• **Provided records**
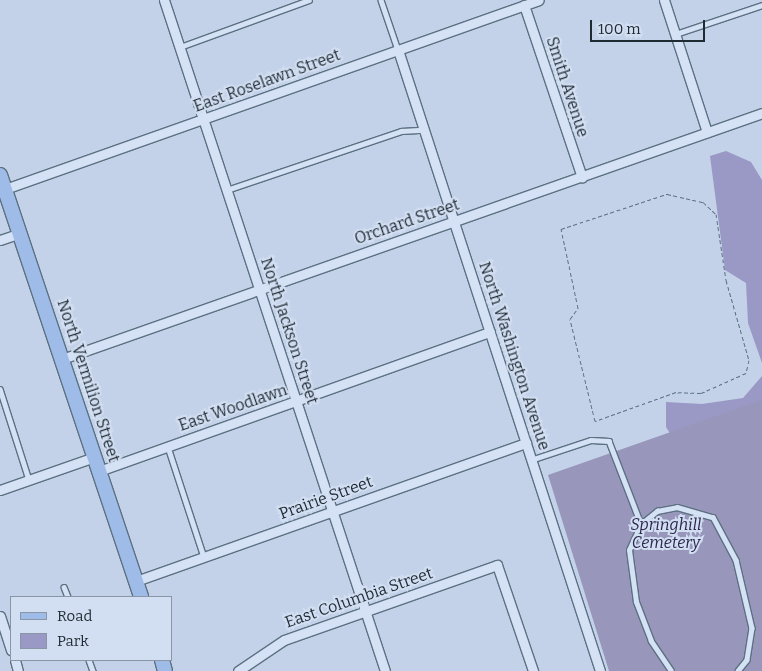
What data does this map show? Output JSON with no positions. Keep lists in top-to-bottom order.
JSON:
{
  "streets": {
    "main road": ["North Vermilion Street"],
    "street": [
      "East Roselawn Street",
      "Smith Avenue",
      "Orchard Street",
      "North Jackson Street",
      "North Washington Avenue",
      "East Woodlawn",
      "Prairie Street",
      "East Columbia Street"
    ]
  },
  "crossings": [
    ["East Roselawn Street", "Smith Avenue"],
    ["East Roselawn Street", "North Jackson Street"],
    ["East Roselawn Street", "North Washington Avenue"],
    ["East Roselawn Street", "North Vermilion Street"],
    ["Smith Avenue", "Orchard Street"],
    ["Orchard Street", "North Jackson Street"],
    ["Orchard Street", "North Washington Avenue"],
    ["Orchard Street", "North Vermilion Street"],
    ["North Jackson Street", "East Woodlawn"],
    ["North Jackson Street", "Prairie Street"],
    ["North Jackson Street", "East Columbia Street"],
    ["North Washington Avenue", "East Woodlawn"],
    ["North Washington Avenue", "Prairie Street"],
    ["North Vermilion Street", "East Woodlawn"],
    ["North Vermilion Street", "Prairie Street"]
  ],
  "parks": ["Springhill Cemetery"],
  "legend": ["Road", "Park"],
  "scale_bar": "100 m"
}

• **Aim of the exercise**
Which lines contain "Orchard"? Copy each of them from the listing.

• **Output of the task**
      "Orchard Street",
    ["Smith Avenue", "Orchard Street"],
    ["Orchard Street", "North Jackson Street"],
    ["Orchard Street", "North Washington Avenue"],
    ["Orchard Street", "North Vermilion Street"],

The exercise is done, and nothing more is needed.